Now let’s analyze how well each sensor performs compared to NOAA data.
#Option to Load in comparison data instead of making API call if you have the csv file saved to your working directory
# library(readr)
# comparison_data <- read_csv("CDT_Weather_Comparison.csv")
accuracy_summary <- comparison_data %>%
group_by(Device) %>%
summarise(
n = n(),
# Temperature accuracy
Mean_Temp_Error = mean(Temp_Diff, na.rm = TRUE),
MAE_Temp = mean(Temp_Abs_Diff, na.rm = TRUE),
RMSE_Temp = sqrt(mean(Temp_Diff^2, na.rm = TRUE)),
# Humidity accuracy
Mean_Hum_Error = mean(Hum_Diff, na.rm = TRUE),
MAE_Hum = mean(Hum_Abs_Diff, na.rm = TRUE),
# Pressure accuracy
Mean_Press_Error = mean(Press_Diff, na.rm = TRUE),
MAE_Press = mean(Press_Abs_Diff, na.rm = TRUE)
)
knitr::kable(accuracy_summary, digits = 2,
caption = "Sensor Accuracy Comparison (Lower values = better accuracy)")
| Device | n | Mean_Temp_Error | MAE_Temp | RMSE_Temp | Mean_Hum_Error | MAE_Hum | Mean_Press_Error | MAE_Press |
|---|---|---|---|---|---|---|---|---|
| Red | 62 | 0.10 | 6.76 | 10.10 | 4.37 | 12.11 | -4.75 | 4.93 |
| Purple | 38 | -0.48 | 5.54 | 6.66 | 11.97 | 14.82 | -4.17 | 4.28 |
Interpretation: - Mean Error: Average difference (positive = sensor reads higher than NOAA) - MAE (Mean Absolute Error): Average magnitude of errors (ignoring direction) - RMSE (Root Mean Square Error): Emphasizes larger errors
ggplot(comparison_data, aes(x = Hum_Diff, color = Device, fill = Device)) +
geom_density(alpha = 0.3, linewidth = 1.2) +
geom_vline(xintercept = 0, linetype = "dashed", color = "black", linewidth = 1) +
labs(title = "Humidity Error Distribution (Sensor - NOAA)",
subtitle = "Curves centered near 0 indicate accurate measurements",
x = "Humidity Error (%)",
y = "Density") +
theme_minimal() +
scale_fill_manual(values = c("Red" = "red", "Purple" = "purple")) +
scale_color_manual(values = c("Red" = "darkred", "Purple" = "darkviolet"))
ggplot(comparison_data, aes(x = Temp_Diff, color = Device, fill = Device)) +
geom_density(alpha = 0.3, linewidth = 1.2) +
geom_vline(xintercept = 0, linetype = "dashed", color = "black", linewidth = 1) +
labs(title = "Temperature Error Distribution (Sensor - NOAA)",
subtitle = "Curves centered near 0 indicate accurate measurements",
x = "Temperature Error (°F)",
y = "Density") +
theme_minimal() +
scale_fill_manual(values = c("Red" = "red", "purple" = "purple")) +
scale_color_manual(values = c("Red" = "darkred", "purple" = "darkviolet"))
Exercise 2: Modify the code above to create Pressure difference distributions instead of Temperature.
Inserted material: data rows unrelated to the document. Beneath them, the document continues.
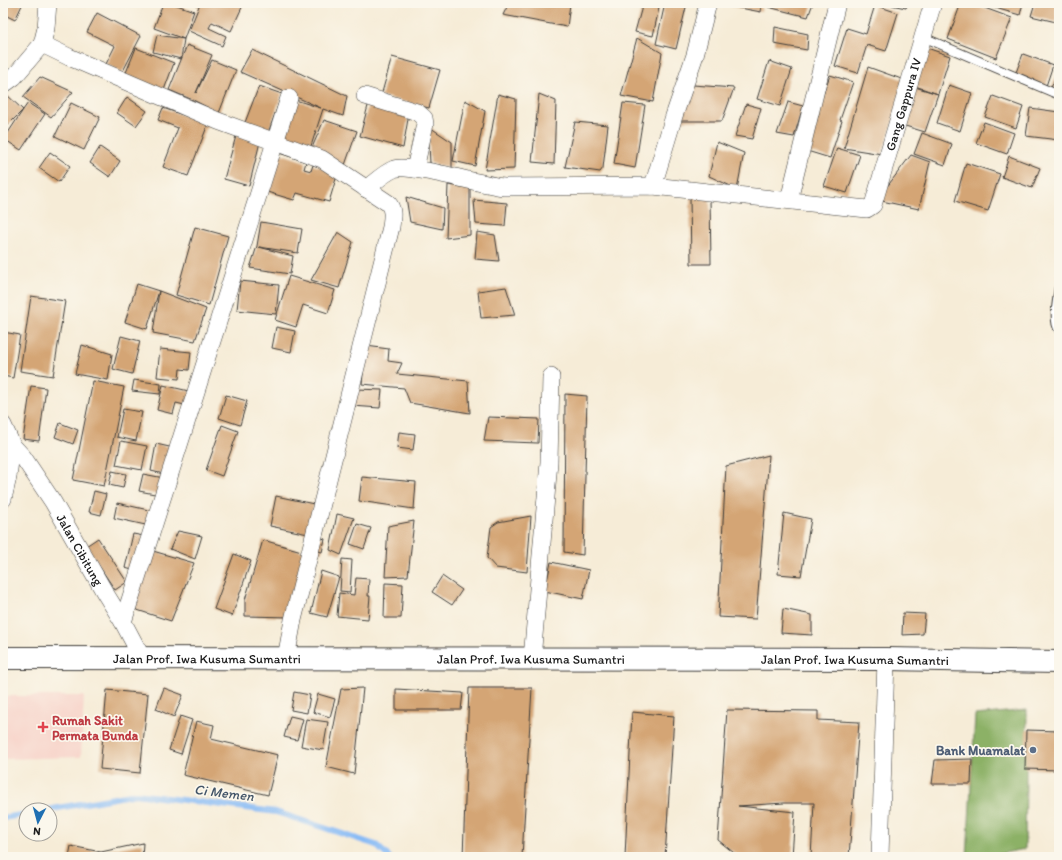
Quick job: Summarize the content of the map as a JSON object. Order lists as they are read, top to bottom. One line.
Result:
{"streets":{"main road":["Jalan Prof. Iwa Kusuma Sumantri"],"street":["Gang Gappura IV","Jalan Cibitung"]},"crossings":[["Jalan Cibitung","Jalan Prof. Iwa Kusuma Sumantri"]],"water":["Ci Memen"],"places":{"health":["Rumah Sakit Permata Bunda"],"other":["Bank Muamalat"]},"north":"bottom"}
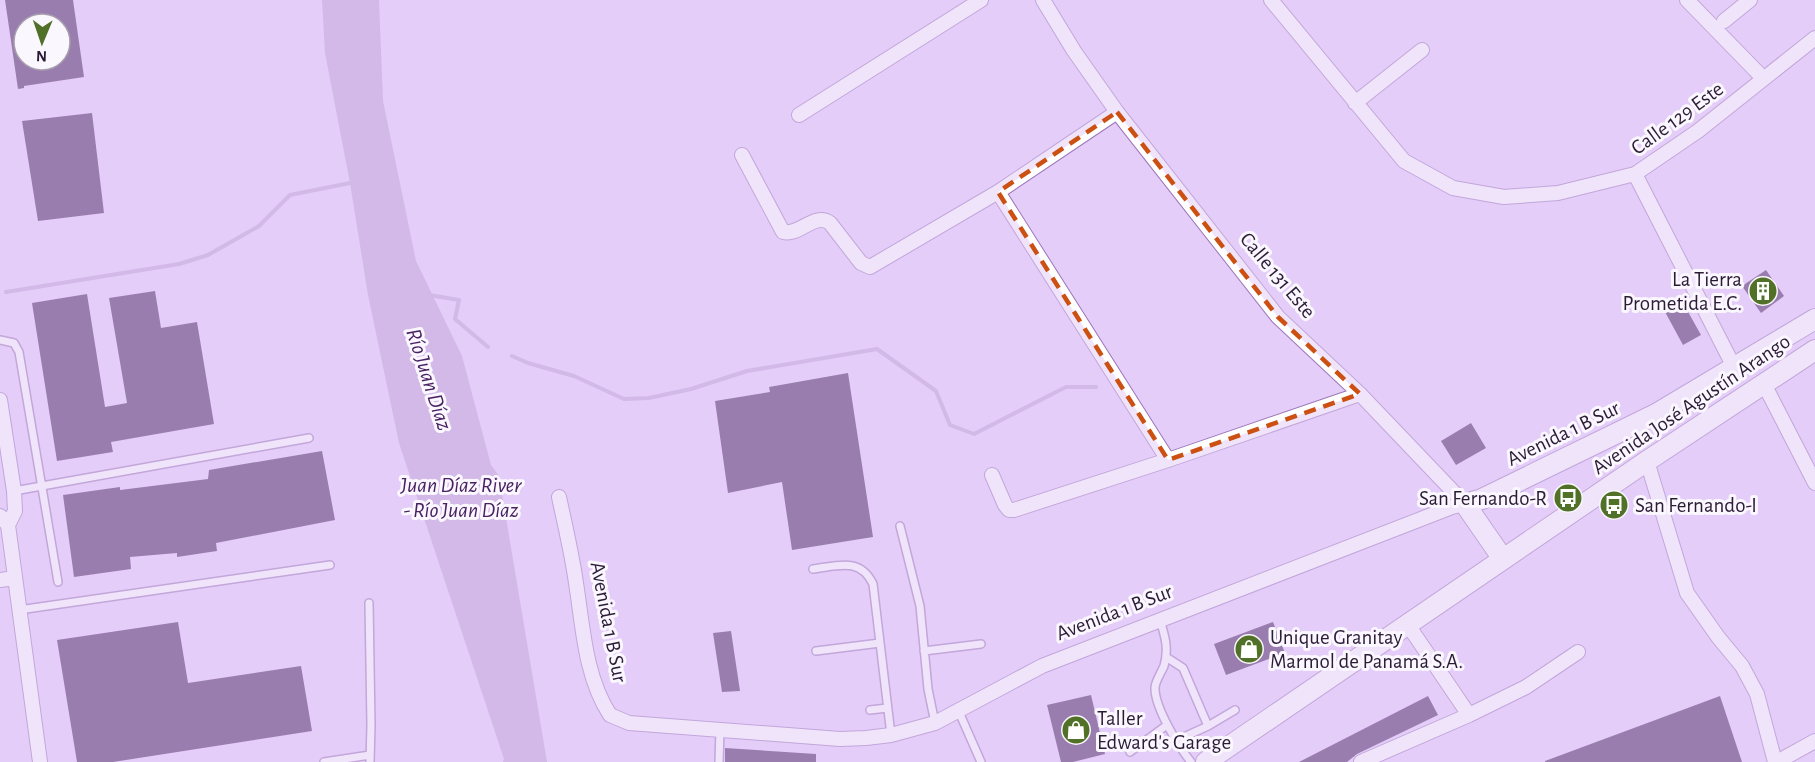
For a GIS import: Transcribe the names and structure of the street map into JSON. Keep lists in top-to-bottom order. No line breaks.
{"streets":{"main road":["Calle 131 Este","Avenida José Agustín Arango","Avenida 1 B Sur"],"street":["Calle 129 Este"]},"crossings":[["Calle 131 Este","Avenida José Agustín Arango"],["Calle 131 Este","Avenida 1 B Sur"]],"water":["Río Juan Díaz","Juan Díaz River - Río Juan Díaz"],"places":{"building":["La Tierra Prometida E.C."],"bus stop":["San Fernando-R","San Fernando-I"],"shop":["Unique Granitay Marmol de Panamá S.A.","Taller Edward's Garage"]},"north":"bottom"}
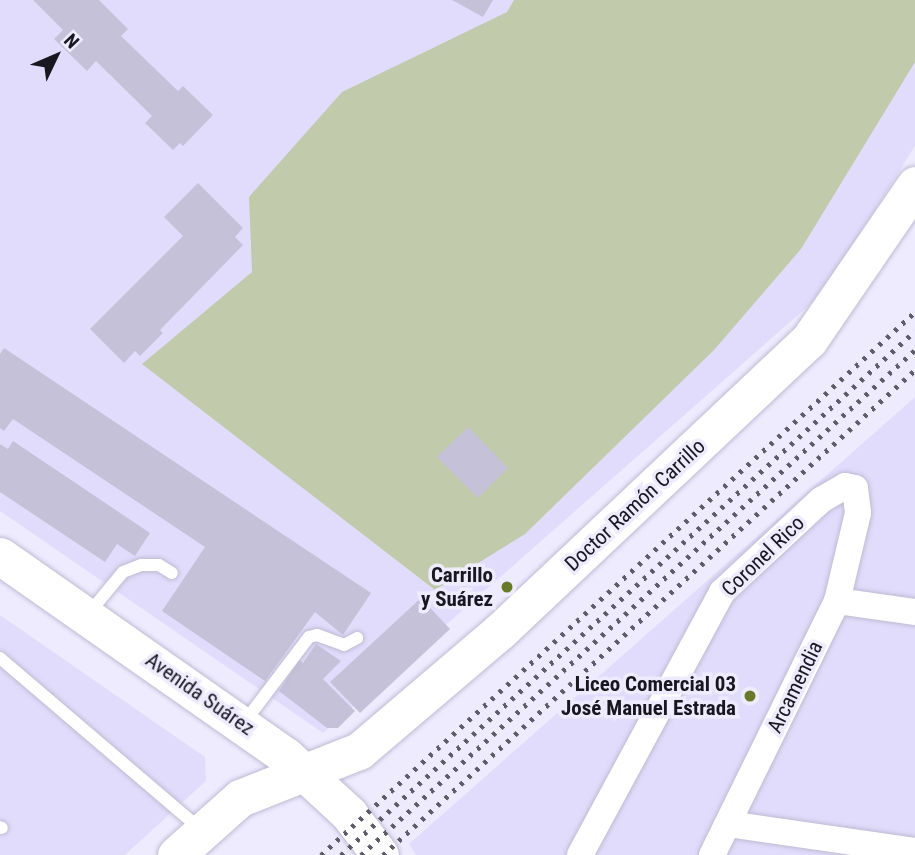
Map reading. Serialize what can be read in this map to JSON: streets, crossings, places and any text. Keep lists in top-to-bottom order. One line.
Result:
{"streets":{"main road":["Doctor Ramón Carrillo","Avenida Suárez"],"street":["Coronel Rico","Arcamendia"]},"crossings":[["Doctor Ramón Carrillo","Avenida Suárez"],["Coronel Rico","Arcamendia"]],"places":["Carrillo y Suárez","Liceo Comercial 03 José Manuel Estrada"],"north":"top right"}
Change the x-axis variable and update the title and x-axis label accordingly. Hint: look at what the column names for comparison_data are.
## put your exercise 1 code here
ggplot(comparison_data, aes(x = Press_Diff, color = Device, fill = Device)) +
geom_density(alpha = 0.3, linewidth = 1.2) +
geom_vline(xintercept = 0, linetype = "dashed", color = "black", linewidth = 1) +
labs(title = "Pressure Error Distribution (Sensor - NOAA)",
subtitle = "Curves centered near 0 indicate accurate measurements",
x = "Pressure Error (mBar)",
y = "Density") +
theme_minimal() +
scale_fill_manual(values = c("Red" = "red", "Purple" = "purple")) +
scale_color_manual(values = c("Red" = "darkred", "Purple" = "darkviolet"))
ggplot(comparison_data, aes(x = Device, y = Temp_Abs_Diff, fill = Device)) +
geom_boxplot() +
labs(title = "Absolute Temperature Error by Device",
subtitle = "Lower values and tighter boxes indicate better accuracy",
x = "Device",
y = "Absolute Temperature Error (°F)") +
theme_minimal() +
scale_fill_manual(values = c("Red" = "red", "Purple" = "purple"))
Exercise 3: Modify the code above to create a box plot showing the Pressure absolute difference distribution instead of Temperature. Change the y-axis variable and update the title and y-axis label accordingly.
## put your exercise 2 code here
ggplot(comparison_data, aes(x = Device, y = Press_Abs_Diff, fill = Device)) +
geom_boxplot() +
labs(title = "Absolute Pressure Error by Device",
subtitle = "Lower values and tighter boxes indicate better accuracy",
x = "Device",
y = "Absolute Pressure Error (mBar)") +
theme_minimal() +
scale_fill_manual(values = c("Red" = "red", "Purple" = "purple"))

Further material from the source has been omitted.